**Work task**
Read through the records below and copy each line that uses the word "above".

**Supplied records**
....................

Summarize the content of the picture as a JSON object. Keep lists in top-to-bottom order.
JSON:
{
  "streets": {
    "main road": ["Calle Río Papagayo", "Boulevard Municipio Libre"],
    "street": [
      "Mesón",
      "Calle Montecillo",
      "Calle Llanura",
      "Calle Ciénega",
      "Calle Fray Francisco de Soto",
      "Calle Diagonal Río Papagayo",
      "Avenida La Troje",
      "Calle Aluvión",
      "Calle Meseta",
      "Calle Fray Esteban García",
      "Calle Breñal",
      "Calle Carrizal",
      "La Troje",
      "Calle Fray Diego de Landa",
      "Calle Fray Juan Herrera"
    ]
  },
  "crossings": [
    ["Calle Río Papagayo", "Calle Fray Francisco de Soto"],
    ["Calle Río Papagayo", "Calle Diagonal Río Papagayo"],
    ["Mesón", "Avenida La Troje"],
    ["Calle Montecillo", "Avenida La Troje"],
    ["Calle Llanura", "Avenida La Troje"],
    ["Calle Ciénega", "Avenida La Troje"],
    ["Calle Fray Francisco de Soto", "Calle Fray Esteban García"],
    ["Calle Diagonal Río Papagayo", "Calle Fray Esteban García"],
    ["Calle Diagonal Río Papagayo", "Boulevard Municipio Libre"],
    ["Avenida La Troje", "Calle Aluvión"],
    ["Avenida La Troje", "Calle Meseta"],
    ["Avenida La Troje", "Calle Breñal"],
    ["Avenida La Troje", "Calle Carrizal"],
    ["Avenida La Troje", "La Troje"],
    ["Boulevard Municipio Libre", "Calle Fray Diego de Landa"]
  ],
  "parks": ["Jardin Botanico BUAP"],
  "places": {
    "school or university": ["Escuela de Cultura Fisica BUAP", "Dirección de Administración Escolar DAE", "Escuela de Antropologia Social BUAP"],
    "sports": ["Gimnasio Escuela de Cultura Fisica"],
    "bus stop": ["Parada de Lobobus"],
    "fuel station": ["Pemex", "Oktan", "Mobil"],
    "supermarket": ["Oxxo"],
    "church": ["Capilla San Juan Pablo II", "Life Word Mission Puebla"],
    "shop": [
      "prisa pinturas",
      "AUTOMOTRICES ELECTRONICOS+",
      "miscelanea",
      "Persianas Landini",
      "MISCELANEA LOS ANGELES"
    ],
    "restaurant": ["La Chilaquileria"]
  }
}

....................

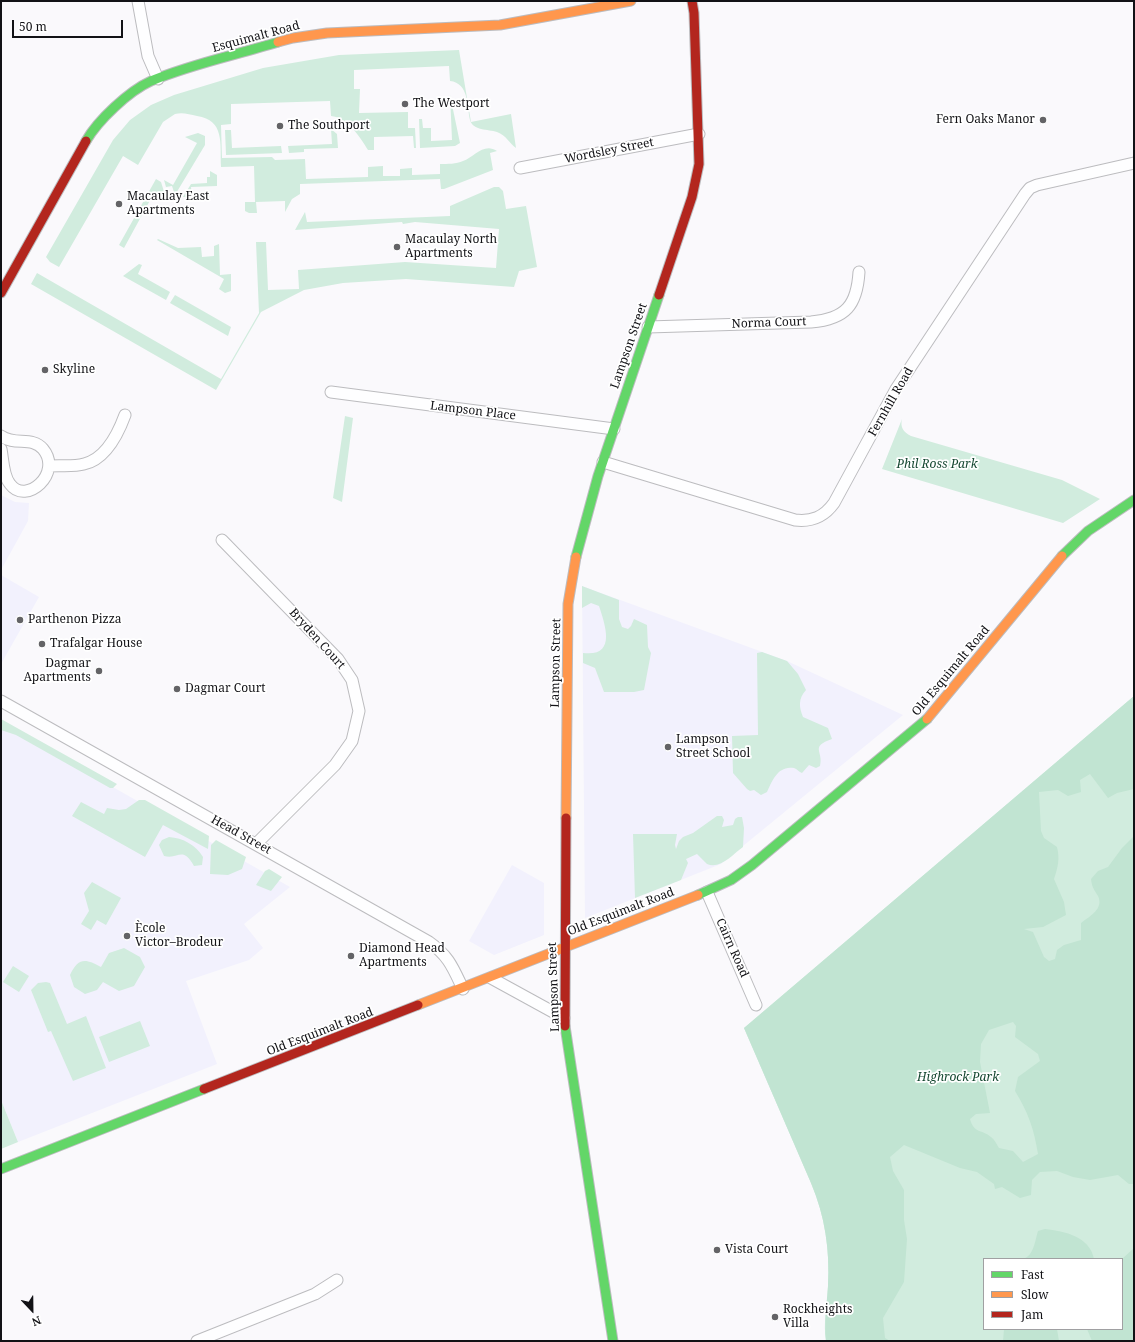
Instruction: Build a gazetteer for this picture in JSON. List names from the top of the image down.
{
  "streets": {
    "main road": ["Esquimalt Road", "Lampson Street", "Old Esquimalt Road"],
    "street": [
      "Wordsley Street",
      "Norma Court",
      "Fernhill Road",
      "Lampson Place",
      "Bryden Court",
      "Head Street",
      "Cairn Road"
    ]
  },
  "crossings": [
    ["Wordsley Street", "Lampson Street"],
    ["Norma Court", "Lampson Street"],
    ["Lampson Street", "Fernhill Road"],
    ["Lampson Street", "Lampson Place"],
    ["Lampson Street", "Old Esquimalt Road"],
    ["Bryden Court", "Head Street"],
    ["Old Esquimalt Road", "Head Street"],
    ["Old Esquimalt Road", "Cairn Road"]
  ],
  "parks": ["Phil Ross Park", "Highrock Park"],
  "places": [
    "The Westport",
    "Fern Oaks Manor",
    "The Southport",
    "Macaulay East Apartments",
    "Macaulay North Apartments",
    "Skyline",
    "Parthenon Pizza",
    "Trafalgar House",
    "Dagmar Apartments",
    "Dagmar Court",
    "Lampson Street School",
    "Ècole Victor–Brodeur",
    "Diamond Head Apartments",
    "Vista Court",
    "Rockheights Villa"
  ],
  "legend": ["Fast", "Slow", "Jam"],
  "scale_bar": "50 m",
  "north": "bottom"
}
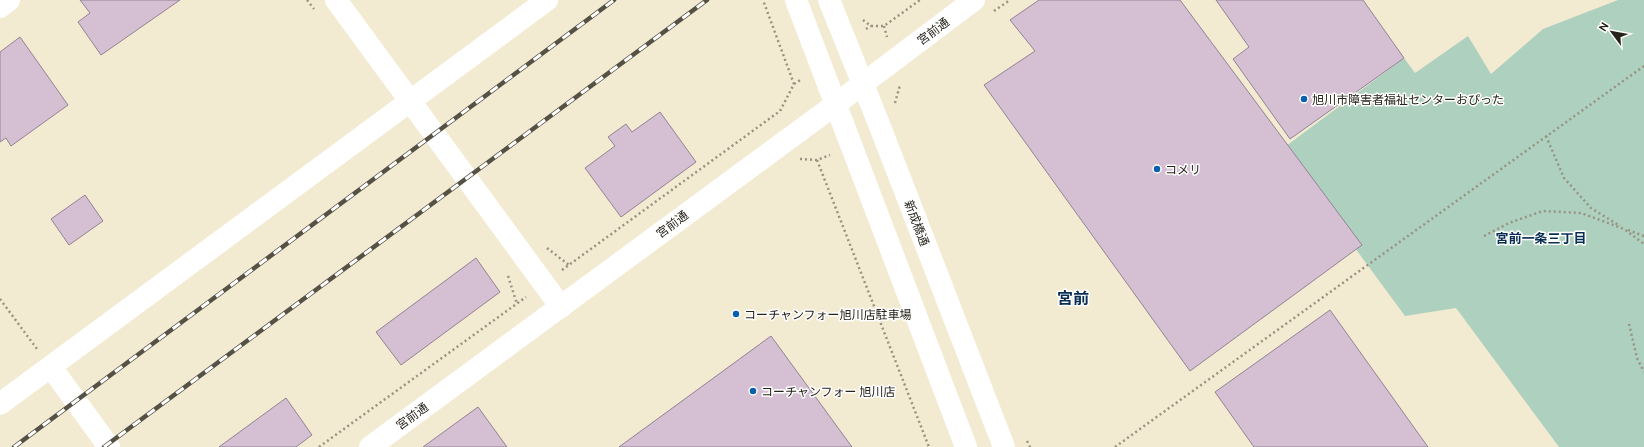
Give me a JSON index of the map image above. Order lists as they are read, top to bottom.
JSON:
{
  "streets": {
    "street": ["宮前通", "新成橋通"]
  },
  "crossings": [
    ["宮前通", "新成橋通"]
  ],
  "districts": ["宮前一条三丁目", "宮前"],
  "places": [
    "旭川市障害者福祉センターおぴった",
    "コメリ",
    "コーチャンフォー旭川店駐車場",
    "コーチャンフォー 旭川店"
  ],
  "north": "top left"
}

....................

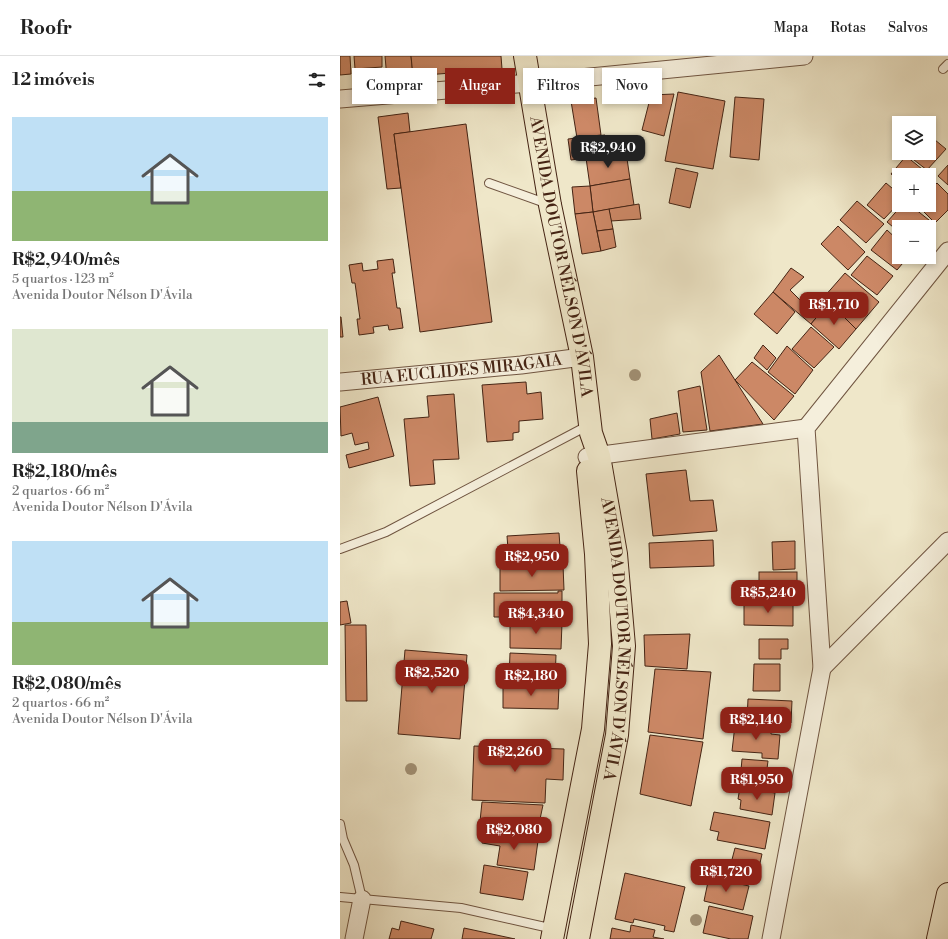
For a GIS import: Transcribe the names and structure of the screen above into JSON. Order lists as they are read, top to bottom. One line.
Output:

....................

**Answer for this exercise**
Give me a JSON index of the map image above. Order lists as they are read, top to bottom.
For a GIS import: Transcribe the names and structure of the screen above into JSON. Order lists as they are read, top to bottom. One line.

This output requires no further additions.